[proofplan]
The quadratic identity follows by expanding $|x-y|^2$ and observing that the marginal constraints make the two second-moment terms independent of the transport plan. For the structural statement, we use [Kantorovich duality](/theorems/6799) for the quadratic cost to obtain optimal dual potentials and then rewrite those potentials as a dual pair for maximizing the correlation $x \cdot y$. Convex conjugation replaces this correlation-dual pair by a Fenchel pair $(\varphi,\varphi^*)$ without increasing its integral value. [Complementary slackness](/theorems/2559) then forces equality in Fenchel's inequality on the optimal plan, and Fenchel-Young equality identifies the equality set with the graph of the convex subdifferential.
[/proofplan]
[step:Expand the quadratic cost and separate the fixed marginal terms]
For every $\pi \in \Pi(\mu,\nu)$, the function
\begin{align*}
(x,y) \mapsto x \cdot y
\end{align*}
is $\pi$-integrable because [Young's inequality](/theorems/244) gives
\begin{align*}
|x \cdot y| \leq \frac{1}{2}|x|^2 + \frac{1}{2}|y|^2
\end{align*}
and $\mu,\nu \in \mathcal P_2(\mathbb R^n)$. Since $\pi$ has marginals $\mu$ and $\nu$, we have
\begin{align*}
\int_{\mathbb R^n \times \mathbb R^n} |x|^2 \, d\pi(x,y)=\int_{\mathbb R^n} |x|^2 \, d\mu(x)
\end{align*}
and
\begin{align*}
\int_{\mathbb R^n \times \mathbb R^n} |y|^2 \, d\pi(x,y)=\int_{\mathbb R^n} |y|^2 \, d\nu(y).
\end{align*}
Using the pointwise identity
\begin{align*}
|x-y|^2=|x|^2+|y|^2-2x \cdot y,
\end{align*}
we obtain, for every $\pi \in \Pi(\mu,\nu)$,
\begin{align*}
\int_{\mathbb R^n \times \mathbb R^n} |x-y|^2 \, d\pi(x,y)=A-2\int_{\mathbb R^n \times \mathbb R^n} x \cdot y \, d\pi(x,y),
\end{align*}
where the finite constant $A$ is defined by
\begin{align*}
A:=\int_{\mathbb R^n} |x|^2 \, d\mu(x)+\int_{\mathbb R^n} |y|^2 \, d\nu(y).
\end{align*}
Taking the infimum over $\pi \in \Pi(\mu,\nu)$ on the left side is therefore the same as taking the supremum of the correlation term on the right side:
\begin{align*}
\inf_{\pi \in \Pi(\mu,\nu)} \int_{\mathbb R^n \times \mathbb R^n} |x-y|^2 \, d\pi(x,y)=A-2\sup_{\pi \in \Pi(\mu,\nu)}\int_{\mathbb R^n \times \mathbb R^n} x \cdot y \, d\pi(x,y).
\end{align*}
[/step]
[step:Obtain quadratic dual potentials and complementary slackness]
By the existence theorem for optimal transport plans with lower semicontinuous costs bounded from below by an integrable function, applied to the continuous nonnegative cost
\begin{align*}
c: \mathbb R^n \times \mathbb R^n \to [0,\infty), \qquad c(x,y):=|x-y|^2,
\end{align*}
there exists a plan $\pi_0 \in \Pi(\mu,\nu)$ attaining the quadratic-cost infimum.

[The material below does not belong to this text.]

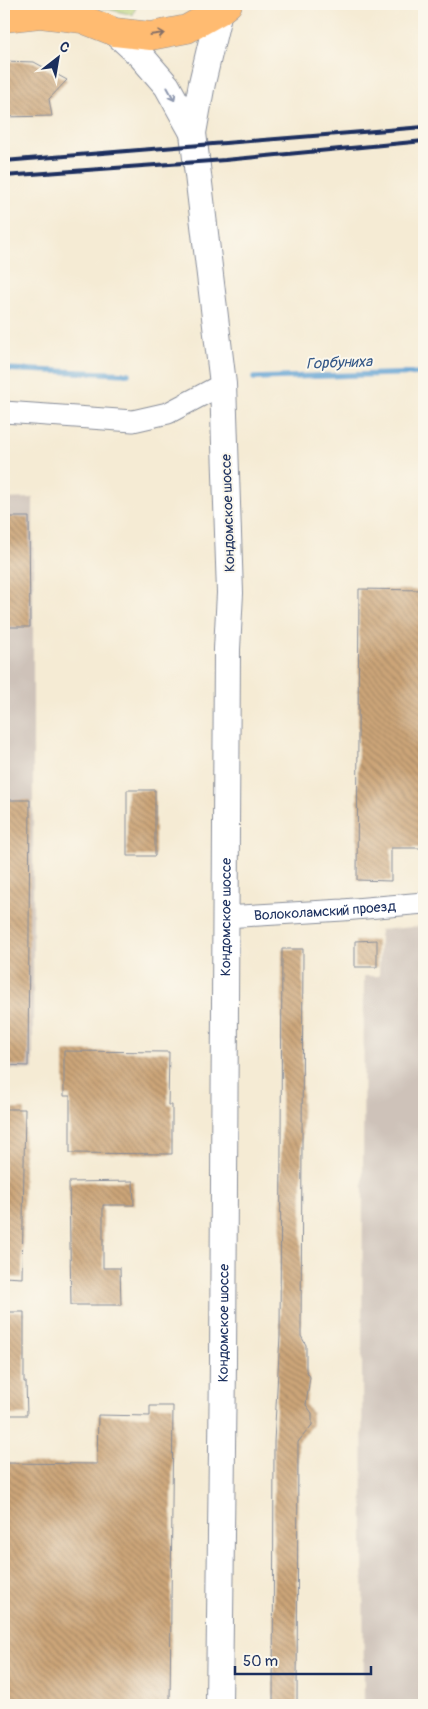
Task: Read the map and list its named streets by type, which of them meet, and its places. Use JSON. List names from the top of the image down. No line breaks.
{"streets":{"street":["Кондомское шоссе","Волоколамский проезд"]},"crossings":[["Кондомское шоссе","Волоколамский проезд"]],"water":["Горбуниха"],"scale_bar":"50 m","north":"top right"}
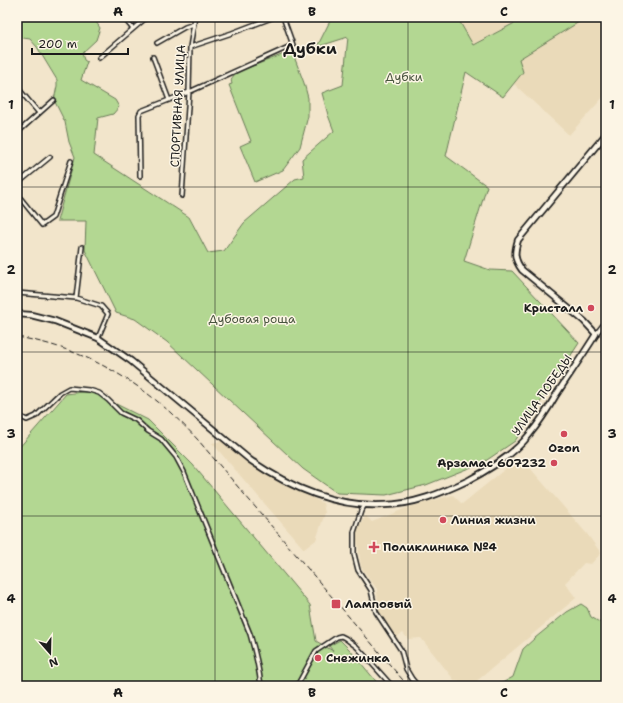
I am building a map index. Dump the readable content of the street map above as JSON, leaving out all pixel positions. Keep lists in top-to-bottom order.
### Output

We now fix any such optimal plan $\pi_0$.
We now use the Kantorovich duality hypothesis stated in the theorem statement. Applied to $\pi_0$, it gives Borel functions
\begin{align*}
f: \mathbb R^n \to \mathbb R, \qquad g: \mathbb R^n \to \mathbb R
\end{align*}
such that $\int_{\mathbb R^n} |f| \, d\mu < \infty$ and $\int_{\mathbb R^n} |g| \, d\nu < \infty$,
\begin{align*}
f(x)+g(y)\leq |x-y|^2 \quad \text{for all } x,y \in \mathbb R^n,
\end{align*}
and
\begin{align*}
\int_{\mathbb R^n} f \, d\mu+\int_{\mathbb R^n} g \, d\nu=\int_{\mathbb R^n \times \mathbb R^n} |x-y|^2 \, d\pi_0(x,y).
\end{align*}
Since the nonnegative function $(x,y)\mapsto |x-y|^2-f(x)-g(y)$ has integral zero with respect to $\pi_0$, it vanishes $\pi_0$-almost everywhere:
\begin{align*}
f(x)+g(y)=|x-y|^2 \quad \text{for } \pi_0\text{-almost every }(x,y).
\end{align*}
[guided]
The role of Kantorovich duality is to replace the global minimization over all couplings by pointwise inequalities involving two one-variable functions. The cost function is
\begin{align*}
c: \mathbb R^n \times \mathbb R^n \to [0,\infty), \qquad c(x,y):=|x-y|^2.
\end{align*}
It is continuous, hence lower semicontinuous, and nonnegative. Since $\mu,\nu \in \mathcal P_2(\mathbb R^n)$, the coupling set is nonempty: define the product coupling $\pi_{\mathrm{prod}} \in \Pi(\mu,\nu)$ by
\begin{align*}
\pi_{\mathrm{prod}}(A \times B):=\mu(A)\nu(B)
\end{align*}
for all Borel sets $A,B \subset \mathbb R^n$, and extend this prescription uniquely to the Borel product $\sigma$-algebra on $\mathbb R^n \times \mathbb R^n$. This coupling has finite quadratic cost because
\begin{align*}
|x-y|^2 \leq 2|x|^2+2|y|^2.
\end{align*}
Thus the usual existence theorem for lower semicontinuous transport costs applies and gives an optimal plan $\pi_0 \in \Pi(\mu,\nu)$.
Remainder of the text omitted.